TASK STATEMENT: Please transcribe the data exactly, with nothing left out.

EXERCISE DATA:
--- START ---
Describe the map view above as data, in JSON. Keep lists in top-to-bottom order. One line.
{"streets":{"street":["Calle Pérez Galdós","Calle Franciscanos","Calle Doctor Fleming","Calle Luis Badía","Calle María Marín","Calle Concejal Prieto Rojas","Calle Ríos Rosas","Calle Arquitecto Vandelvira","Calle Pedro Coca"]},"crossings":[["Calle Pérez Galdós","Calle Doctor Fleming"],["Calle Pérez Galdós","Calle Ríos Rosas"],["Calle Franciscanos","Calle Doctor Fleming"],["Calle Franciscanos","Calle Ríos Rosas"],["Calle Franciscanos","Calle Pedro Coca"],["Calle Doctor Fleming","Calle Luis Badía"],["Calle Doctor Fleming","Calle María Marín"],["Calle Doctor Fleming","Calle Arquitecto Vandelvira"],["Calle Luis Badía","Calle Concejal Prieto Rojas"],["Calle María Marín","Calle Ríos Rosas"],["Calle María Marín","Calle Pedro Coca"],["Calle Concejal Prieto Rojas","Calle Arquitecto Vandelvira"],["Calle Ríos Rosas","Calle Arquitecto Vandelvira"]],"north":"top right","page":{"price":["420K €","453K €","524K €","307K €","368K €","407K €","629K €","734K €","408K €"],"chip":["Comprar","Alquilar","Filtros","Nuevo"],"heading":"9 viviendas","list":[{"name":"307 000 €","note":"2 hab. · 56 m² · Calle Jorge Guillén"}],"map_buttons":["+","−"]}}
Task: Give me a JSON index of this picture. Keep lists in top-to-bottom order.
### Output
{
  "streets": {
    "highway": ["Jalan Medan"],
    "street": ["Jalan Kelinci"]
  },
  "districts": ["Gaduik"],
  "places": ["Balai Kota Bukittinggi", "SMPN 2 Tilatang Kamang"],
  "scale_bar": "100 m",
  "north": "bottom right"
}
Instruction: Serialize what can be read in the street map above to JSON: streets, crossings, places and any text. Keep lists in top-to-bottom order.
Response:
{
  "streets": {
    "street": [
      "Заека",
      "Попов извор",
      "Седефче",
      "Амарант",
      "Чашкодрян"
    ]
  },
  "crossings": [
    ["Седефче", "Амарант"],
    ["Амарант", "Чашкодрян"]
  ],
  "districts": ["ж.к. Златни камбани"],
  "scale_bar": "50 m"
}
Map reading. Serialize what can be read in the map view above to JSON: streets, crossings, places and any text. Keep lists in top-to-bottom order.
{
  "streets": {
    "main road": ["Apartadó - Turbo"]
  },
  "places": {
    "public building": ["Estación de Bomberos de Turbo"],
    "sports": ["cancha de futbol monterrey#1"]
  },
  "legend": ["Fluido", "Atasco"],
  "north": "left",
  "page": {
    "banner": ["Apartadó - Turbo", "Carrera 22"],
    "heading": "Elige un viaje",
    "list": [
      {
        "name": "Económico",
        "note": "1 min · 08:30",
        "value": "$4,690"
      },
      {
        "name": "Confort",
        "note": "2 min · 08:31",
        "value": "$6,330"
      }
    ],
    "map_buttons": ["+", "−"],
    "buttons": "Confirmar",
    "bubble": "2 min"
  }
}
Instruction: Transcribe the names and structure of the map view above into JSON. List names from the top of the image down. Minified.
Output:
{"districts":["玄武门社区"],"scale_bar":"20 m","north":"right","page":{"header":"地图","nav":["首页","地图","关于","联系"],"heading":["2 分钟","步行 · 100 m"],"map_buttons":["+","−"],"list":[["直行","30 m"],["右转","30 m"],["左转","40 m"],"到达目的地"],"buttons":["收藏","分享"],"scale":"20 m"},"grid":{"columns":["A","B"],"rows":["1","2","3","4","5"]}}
--- END ---
THE COMPLETED TASK:
Describe the map view above as data, in JSON. Keep lists in top-to-bottom order. One line.
{"streets":{"street":["Calle Pérez Galdós","Calle Franciscanos","Calle Doctor Fleming","Calle Luis Badía","Calle María Marín","Calle Concejal Prieto Rojas","Calle Ríos Rosas","Calle Arquitecto Vandelvira","Calle Pedro Coca"]},"crossings":[["Calle Pérez Galdós","Calle Doctor Fleming"],["Calle Pérez Galdós","Calle Ríos Rosas"],["Calle Franciscanos","Calle Doctor Fleming"],["Calle Franciscanos","Calle Ríos Rosas"],["Calle Franciscanos","Calle Pedro Coca"],["Calle Doctor Fleming","Calle Luis Badía"],["Calle Doctor Fleming","Calle María Marín"],["Calle Doctor Fleming","Calle Arquitecto Vandelvira"],["Calle Luis Badía","Calle Concejal Prieto Rojas"],["Calle María Marín","Calle Ríos Rosas"],["Calle María Marín","Calle Pedro Coca"],["Calle Concejal Prieto Rojas","Calle Arquitecto Vandelvira"],["Calle Ríos Rosas","Calle Arquitecto Vandelvira"]],"north":"top right","page":{"price":["420K €","453K €","524K €","307K €","368K €","407K €","629K €","734K €","408K €"],"chip":["Comprar","Alquilar","Filtros","Nuevo"],"heading":"9 viviendas","list":[{"name":"307 000 €","note":"2 hab. · 56 m² · Calle Jorge Guillén"}],"map_buttons":["+","−"]}}
Task: Give me a JSON index of this picture. Keep lists in top-to-bottom order.
### Output
{
  "streets": {
    "highway": ["Jalan Medan"],
    "street": ["Jalan Kelinci"]
  },
  "districts": ["Gaduik"],
  "places": ["Balai Kota Bukittinggi", "SMPN 2 Tilatang Kamang"],
  "scale_bar": "100 m",
  "north": "bottom right"
}
Instruction: Serialize what can be read in the street map above to JSON: streets, crossings, places and any text. Keep lists in top-to-bottom order.
Response:
{
  "streets": {
    "street": [
      "Заека",
      "Попов извор",
      "Седефче",
      "Амарант",
      "Чашкодрян"
    ]
  },
  "crossings": [
    ["Седефче", "Амарант"],
    ["Амарант", "Чашкодрян"]
  ],
  "districts": ["ж.к. Златни камбани"],
  "scale_bar": "50 m"
}
Map reading. Serialize what can be read in the map view above to JSON: streets, crossings, places and any text. Keep lists in top-to-bottom order.
{
  "streets": {
    "main road": ["Apartadó - Turbo"]
  },
  "places": {
    "public building": ["Estación de Bomberos de Turbo"],
    "sports": ["cancha de futbol monterrey#1"]
  },
  "legend": ["Fluido", "Atasco"],
  "north": "left",
  "page": {
    "banner": ["Apartadó - Turbo", "Carrera 22"],
    "heading": "Elige un viaje",
    "list": [
      {
        "name": "Económico",
        "note": "1 min · 08:30",
        "value": "$4,690"
      },
      {
        "name": "Confort",
        "note": "2 min · 08:31",
        "value": "$6,330"
      }
    ],
    "map_buttons": ["+", "−"],
    "buttons": "Confirmar",
    "bubble": "2 min"
  }
}
Instruction: Transcribe the names and structure of the map view above into JSON. List names from the top of the image down. Minified.
Output:
{"districts":["玄武门社区"],"scale_bar":"20 m","north":"right","page":{"header":"地图","nav":["首页","地图","关于","联系"],"heading":["2 分钟","步行 · 100 m"],"map_buttons":["+","−"],"list":[["直行","30 m"],["右转","30 m"],["左转","40 m"],"到达目的地"],"buttons":["收藏","分享"],"scale":"20 m"},"grid":{"columns":["A","B"],"rows":["1","2","3","4","5"]}}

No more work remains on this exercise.